Published: April 8th, 2014
Description:
Divided by day and night and on the run from authorities, star-crossed young lovers unearth a sinister conspiracy in this compelling romantic thriller.
Seventeen-year-old Soleil Le Coeur is a Smudge—a night dweller prohibited by law from going out during the day. When she fakes an injury in order to get access to and kidnap her newborn niece—a day dweller, or Ray—she sets in motion a fast-paced adventure that will bring her into conflict with the powerful lawmakers who order her world, and draw her together with the boy she was destined to fall in love with, but who is also a Ray.
Set in a vivid alternate reality and peopled with complex, deeply human characters on both sides of the day-night divide, Plus One is a brilliantly imagined drama of individual liberty and civil rights, and a fast-paced romantic adventure story.
EXCERPT
At that moment the trees exploded. The starlings, on a mysterious mass whim, burst from their perches like thousands of synchronized windup toys. They formed a zeppelin-size cloud that seemed to levitate into the sky, swirling as each bird adjusted instantaneously to the smallest movement of the bird next to it. The cloud shimmered, flashing black and silver in the light, twisting on itself, blowing above us like a plume of smoke on the wind. D’Arcy and I, and every other person on the prairie with us, turned our heads and swiveled our bodies, following the path of the birds.

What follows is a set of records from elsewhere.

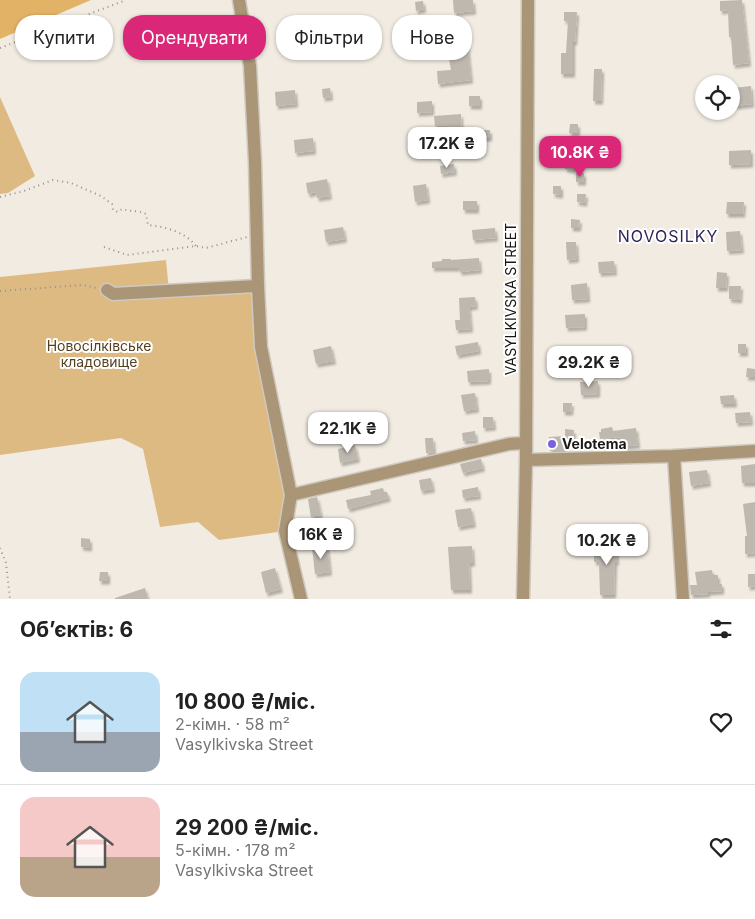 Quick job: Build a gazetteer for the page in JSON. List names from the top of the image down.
{
  "streets": {
    "street": ["VASYLKIVSKA STREET"]
  },
  "districts": ["NOVOSILKY"],
  "parks": ["Новосілківське кладовище"],
  "places": ["Velotema"],
  "page": {
    "chip": [
      "Купити",
      "Орендувати",
      "Фільтри",
      "Нове"
    ],
    "price": [
      "17.2K ₴",
      "10.8K ₴",
      "29.2K ₴",
      "22.1K ₴",
      "16K ₴",
      "10.2K ₴"
    ],
    "heading": "Об’єктів: 6",
    "list": [
      {
        "name": "10 800 ₴/міс.",
        "note": "2-кімн. · 58 m² · Vasylkivska Street"
      },
      {
        "name": "29 200 ₴/міс.",
        "note": "5-кімн. · 178 m² · Vasylkivska Street"
      }
    ]
  }
} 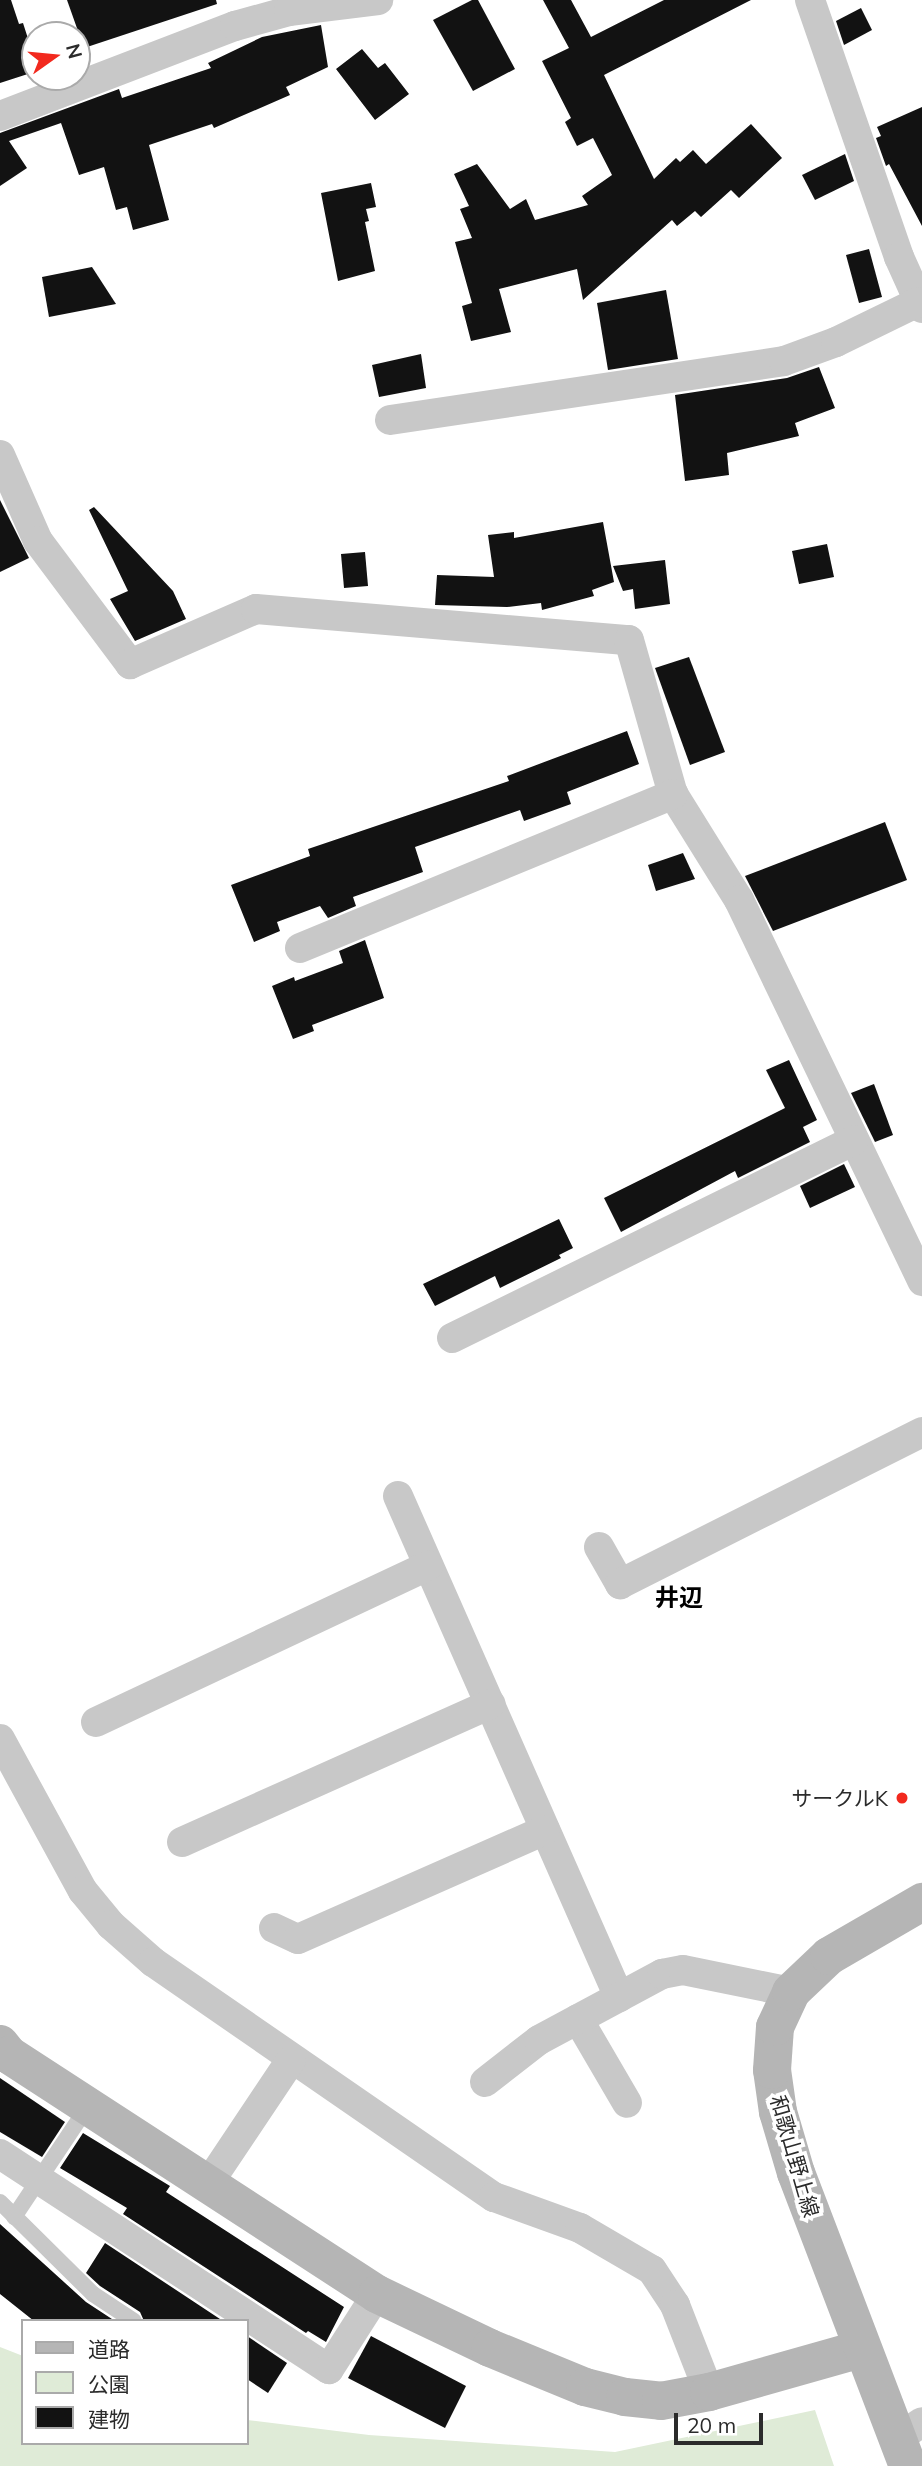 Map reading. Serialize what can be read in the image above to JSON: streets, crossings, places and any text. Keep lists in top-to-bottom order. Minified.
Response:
{"streets":{"street":["和歌山野上線"]},"districts":["井辺"],"places":["サークルK"],"legend":["道路","公園","建物"],"scale_bar":"20 m","north":"right"}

“A murmuration!” someone shouted.
Back and forth the cloud of starlings swirled: now as concentrated as a tornado, then unfurling like a massive flag in the wind, finally rolling in on itself into a tube, and a ball, becoming blacker and smaller in its density, then breaking apart into two midair groupings and shape-shifting seamlessly together again. The cloud ebbed and flowed through the vast sky—wheeling like a wave cut loose from the ocean, pouring over the farmland across the road—and suddenly disappeared high above the trees, only to reappear just as quickly, swooping back over the prairie, so low over our heads that D’Arcy and I ducked instinctively, my hair whipping in the downdraft they generated, their wings beating like the rush of the surf, deafening as they passed. I screamed involuntarily, my chest bursting with the marvel, the joy, the miracle of nature. It gave me the sort of exhilarating edge of fear that I had whenever I experienced something astonishingly beautiful. The mass of birds flew up, straight up, headed for orbit, and then curled and plummeted in a limp waterfall of tiny bodies behind the trees, falling straight toward the ground into utter silence.
The people around us laughed in overt wonder. I was gasping for air, and my heart was beating frantically in my chest. D’Arcy’s face fairly glowed.
I shoved him in the shoulders, making him lose his balance, blurting, “No fair!” and then caught him before he fell. We steadied each other— I grabbed his elbows, he held my waist— as I said, forgetting to conceal a smile that was probably transparent with adoration, “You just had to top my Milky Way, didn’t you?”